== Exercise objective ==
Find the string "lines" in the data, then copy every line where it is found.

== Exercise data ==
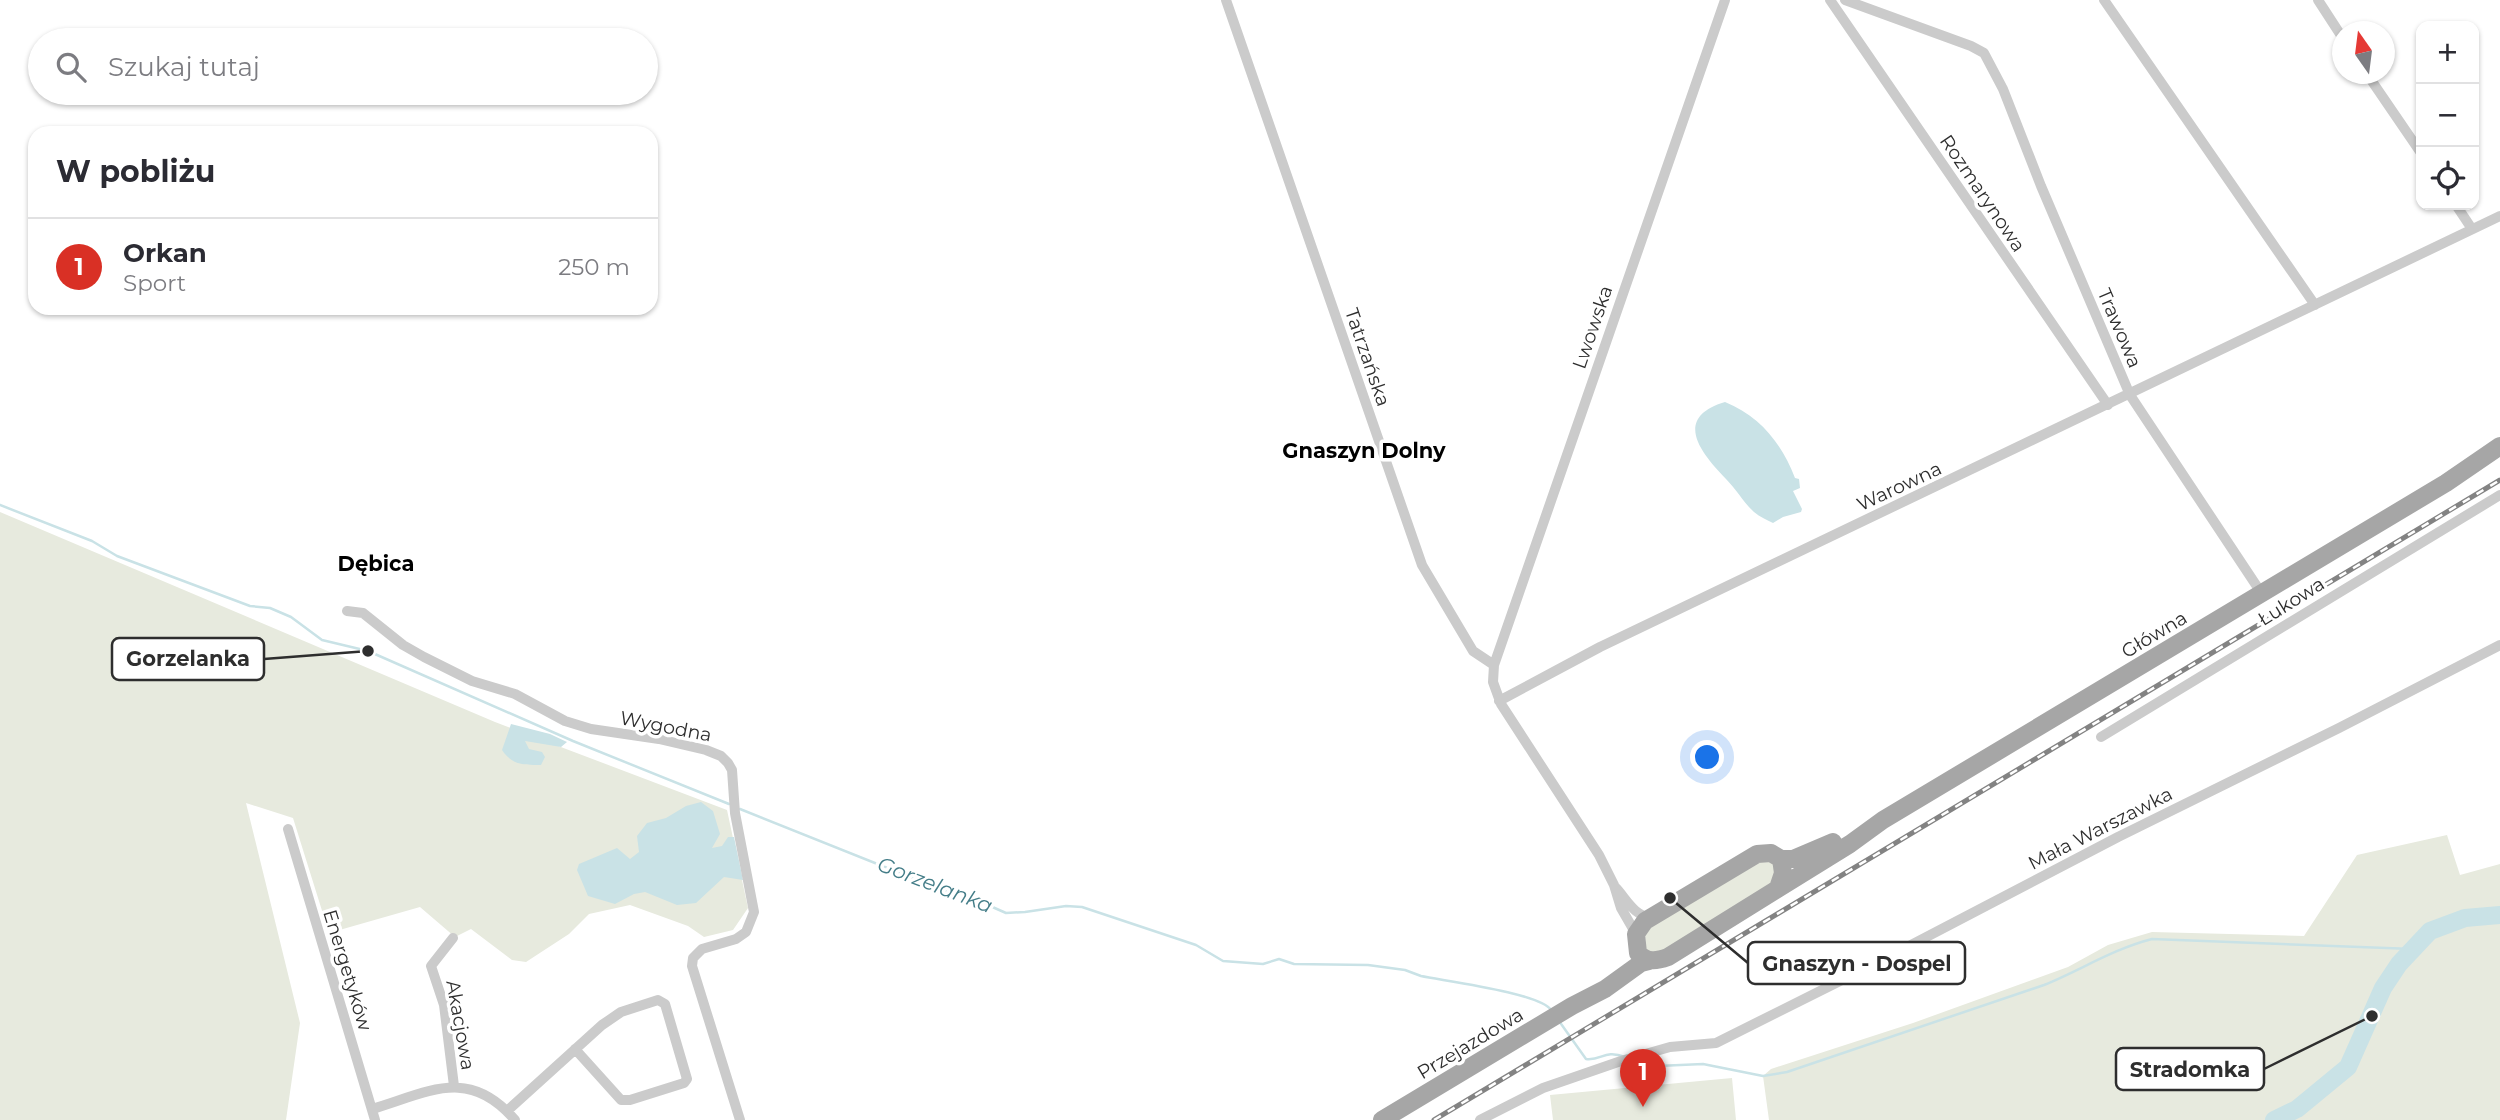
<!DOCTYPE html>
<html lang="pl">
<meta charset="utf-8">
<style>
:root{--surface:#fff;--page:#f7f7f7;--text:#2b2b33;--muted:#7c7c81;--line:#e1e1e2;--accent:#d93025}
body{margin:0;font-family:Montserrat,sans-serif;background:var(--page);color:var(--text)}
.controls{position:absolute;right:21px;top:21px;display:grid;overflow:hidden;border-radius:14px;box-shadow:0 2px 5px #0004}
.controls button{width:63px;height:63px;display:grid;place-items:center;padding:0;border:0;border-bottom:2px solid var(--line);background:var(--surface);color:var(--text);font:35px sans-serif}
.compass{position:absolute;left:2332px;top:21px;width:63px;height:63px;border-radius:50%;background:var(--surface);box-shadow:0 2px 5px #0004;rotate:346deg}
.you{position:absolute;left:1708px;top:758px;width:24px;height:24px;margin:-18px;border:5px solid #fff;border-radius:50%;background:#1a73e8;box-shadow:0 0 0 10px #1a73e833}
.badge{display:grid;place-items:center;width:46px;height:46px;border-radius:50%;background:var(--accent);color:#fff;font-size:23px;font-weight:700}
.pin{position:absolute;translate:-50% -58px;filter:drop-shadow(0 2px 4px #0008)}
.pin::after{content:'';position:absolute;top:37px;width:24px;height:21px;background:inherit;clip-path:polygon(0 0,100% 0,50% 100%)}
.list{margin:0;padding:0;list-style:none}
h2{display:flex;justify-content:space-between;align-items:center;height:91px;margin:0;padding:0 28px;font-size:30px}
h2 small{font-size:23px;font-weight:400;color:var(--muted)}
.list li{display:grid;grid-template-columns:46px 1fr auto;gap:21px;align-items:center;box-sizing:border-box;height:98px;padding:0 28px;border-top:2px solid var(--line)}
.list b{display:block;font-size:26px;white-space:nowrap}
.list p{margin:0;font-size:23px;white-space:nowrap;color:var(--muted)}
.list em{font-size:23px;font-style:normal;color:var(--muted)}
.icon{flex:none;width:38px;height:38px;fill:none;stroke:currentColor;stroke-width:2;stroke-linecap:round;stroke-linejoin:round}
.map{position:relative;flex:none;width:2500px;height:1120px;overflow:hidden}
.search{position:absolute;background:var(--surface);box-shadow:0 2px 5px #0004;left:28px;top:28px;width:630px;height:77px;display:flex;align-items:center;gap:18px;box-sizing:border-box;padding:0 24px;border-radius:38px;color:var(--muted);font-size:26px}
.panel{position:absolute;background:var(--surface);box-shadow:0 2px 5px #0004;left:28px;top:126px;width:630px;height:189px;border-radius:21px}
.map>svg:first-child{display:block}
.green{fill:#e7eade}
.water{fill:#c9e2e6}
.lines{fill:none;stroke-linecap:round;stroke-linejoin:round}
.stream{stroke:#c9e2e6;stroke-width:2.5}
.river{stroke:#c9e2e6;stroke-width:18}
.street{stroke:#cbcbcb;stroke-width:10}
.primary{stroke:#a6a6a6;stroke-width:18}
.rail-casing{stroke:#838383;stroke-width:5}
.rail{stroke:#fff;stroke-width:2.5;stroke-dasharray:8;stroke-linecap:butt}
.labels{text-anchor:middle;stroke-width:7;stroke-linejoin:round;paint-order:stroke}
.street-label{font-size:19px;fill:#2e2e2e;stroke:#fff}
.neighbourhood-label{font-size:21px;font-weight:bold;fill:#000;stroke:#fff}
.water-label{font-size:21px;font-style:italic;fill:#447d88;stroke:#fff}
.leader{fill:none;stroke:#2e2e2e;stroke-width:2.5}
.callout-dot{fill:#2e2e2e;stroke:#fff;stroke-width:2.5}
.callout{fill:#fff;stroke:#2e2e2e;stroke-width:2.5}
.callout-label{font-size:21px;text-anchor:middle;font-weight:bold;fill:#2e2e2e}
</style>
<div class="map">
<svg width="2500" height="1120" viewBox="0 0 2500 1120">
<rect width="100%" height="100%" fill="#fff"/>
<path class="green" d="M0,512L495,722L727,810L748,908L733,930L704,937L688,926L630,905L589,914L569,934L526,962L512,960L471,929L455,937L420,907L329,933L293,818L246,803L300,1023L286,1120H0Z
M2447,835L2460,875L2500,864V1120H1769L1763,1076L1771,1069L1913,1023L2068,967L2108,945L2152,932L2304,936L2357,855Z
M1768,861L1777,864L1776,880L1668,952L1646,953L1645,933L1652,926L1751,862Z
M1732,1078L1736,1120H1553L1550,1095Z"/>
<path class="water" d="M1725,402C1760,416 1782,444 1795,478L1799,479L1800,488L1793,491L1802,509L1801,512L1783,517L1773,523C1767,520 1760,517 1754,512C1744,503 1736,489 1726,479C1701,453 1672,418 1725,402Z
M511,724L550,734L567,742L561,747L525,741L529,749L542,752L545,757L541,765C523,765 512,765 502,750Z
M701,802L713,811L720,834L712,848L722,846L728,837H734L743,880L724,877L696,903L677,905L645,892L634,894L615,904L588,896L577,870L579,864L617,848L630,859L639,852L637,836L647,823L666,818L686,806Z"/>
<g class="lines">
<path class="stream" d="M0,505L92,541L117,556L250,606L270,608L291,617L322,640L368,651L573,741L729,804
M740,809L940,889L972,898L1006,913L1025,912L1066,906L1082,907L1196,945L1223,961L1263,964L1279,959L1294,964L1368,965L1405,970L1421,976C1445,981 1540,993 1551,1010
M1559,1021L1586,1059C1602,1061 1604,1049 1625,1057
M1629,1061L1635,1067L1703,1064L1763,1076L1787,1072L2044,985C2081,970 2113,949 2152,939L2413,949"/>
<path class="river" d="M2274,1120L2297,1109L2348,1067L2383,988L2399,964L2430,931L2465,918L2500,915"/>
<path class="street" d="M1226,0L1422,565L1473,651L1494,665
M1830,0L2108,405
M1845,0L1971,46L1984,53L2003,89L2041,186L2130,395L2262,594
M2104,0L2315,305
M2318,0L2342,37
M2367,74L2421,153
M2456,205L2472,229
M347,611L363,613L403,645L424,657L472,681L515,694L565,721L591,729L659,739L706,750L721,756L728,763L732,770L735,813L754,912L746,932L736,939L702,949L693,958L692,966L740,1120
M1499,701L1600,647L2500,216
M2101,737L2500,495
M288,829L375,1120
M1616,888C1627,900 1634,916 1652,918
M1636,934L1621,908L1614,885L1599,855L1501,704L1493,682L1494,665L1725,0
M453,938L431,966L444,1005L454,1086
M372,1109C429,1092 469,1066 515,1120
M507,1111L602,1025L621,1012L658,1000L665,1004L687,1079L684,1083L630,1100H621L575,1049
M1480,1120L1543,1088L1621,1061L1670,1047L1716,1043L1890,956L2118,837L2339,728L2500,645"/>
<path class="primary" d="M1781,859H1793L1833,842
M1778,888L1783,873L1781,859L1771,853L1757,854L1645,921L1636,934L1638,953C1647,963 1657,961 1668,957L1850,844L1883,820L2446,483L2500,446
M1382,1120L1572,1006L1605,989L1641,963L1649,961"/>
<defs>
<path id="rail" d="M1434,1120L2500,480"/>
</defs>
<use href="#rail" class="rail-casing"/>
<use href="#rail" class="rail"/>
</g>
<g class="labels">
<g class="street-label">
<text transform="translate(1983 193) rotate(56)" y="7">Rozmarynowa</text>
<text transform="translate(1592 327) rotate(-71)" y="7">Lwowska</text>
<text transform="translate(2120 328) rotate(67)" y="7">Trawowa</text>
<text transform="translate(1368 357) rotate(71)" y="7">Tatrzańska</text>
<text transform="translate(1899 486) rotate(-25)" y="7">Warowna</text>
<text transform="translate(2291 601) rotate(-32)" y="7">Łukowa</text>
<text transform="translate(2154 634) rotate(-31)" y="7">Główna</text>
<text transform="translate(666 726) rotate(11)" y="7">Wygodna</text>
<text transform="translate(2100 828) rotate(-27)" y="7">Mała Warszawka</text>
<text transform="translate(348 970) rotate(73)" y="7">Energetyków</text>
<text transform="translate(461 1025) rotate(80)" y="7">Akacjowa</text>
<text transform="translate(1470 1043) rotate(-31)" y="7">Przejazdowa</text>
</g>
<g class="neighbourhood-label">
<text x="1364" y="458">Gnaszyn Dolny</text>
<text x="376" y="571">Dębica</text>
</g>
<g class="water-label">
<text transform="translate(935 885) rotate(21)" y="7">Gorzelanka</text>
</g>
</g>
<path class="leader" d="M368 651L264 659M1670 898L1748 963M2372 1016L2264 1069"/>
<g class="callout-dot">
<circle cx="368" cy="651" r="7"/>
<circle cx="1670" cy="898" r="7"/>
<circle cx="2372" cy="1016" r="7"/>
</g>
<g class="callout">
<rect x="112" y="638" width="152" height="42" rx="7"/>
<rect x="1748" y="942" width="217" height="42" rx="7"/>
<rect x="2116" y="1048" width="148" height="42" rx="7"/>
</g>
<g class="callout-label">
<text x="188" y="666">Gorzelanka</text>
<text x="1857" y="971">Gnaszyn - Dospel</text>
<text x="2190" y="1077">Stradomka</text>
</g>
</svg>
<div class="controls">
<button>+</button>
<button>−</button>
<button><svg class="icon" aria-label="locate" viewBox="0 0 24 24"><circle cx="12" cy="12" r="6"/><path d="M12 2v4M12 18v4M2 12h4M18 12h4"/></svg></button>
</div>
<svg class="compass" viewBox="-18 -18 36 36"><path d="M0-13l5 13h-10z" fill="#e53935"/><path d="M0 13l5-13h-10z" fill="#7c7c81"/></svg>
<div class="you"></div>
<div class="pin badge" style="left:1643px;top:1107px">1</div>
<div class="search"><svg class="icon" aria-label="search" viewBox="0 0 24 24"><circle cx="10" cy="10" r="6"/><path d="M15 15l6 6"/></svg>Szukaj tutaj</div>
<section class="panel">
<h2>W pobliżu<small></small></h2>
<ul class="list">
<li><span class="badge">1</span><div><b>Orkan</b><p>Sport</p></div><em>250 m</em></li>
</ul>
</section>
</div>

== Exercise response ==
.lines{fill:none;stroke-linecap:round;stroke-linejoin:round}
<g class="lines">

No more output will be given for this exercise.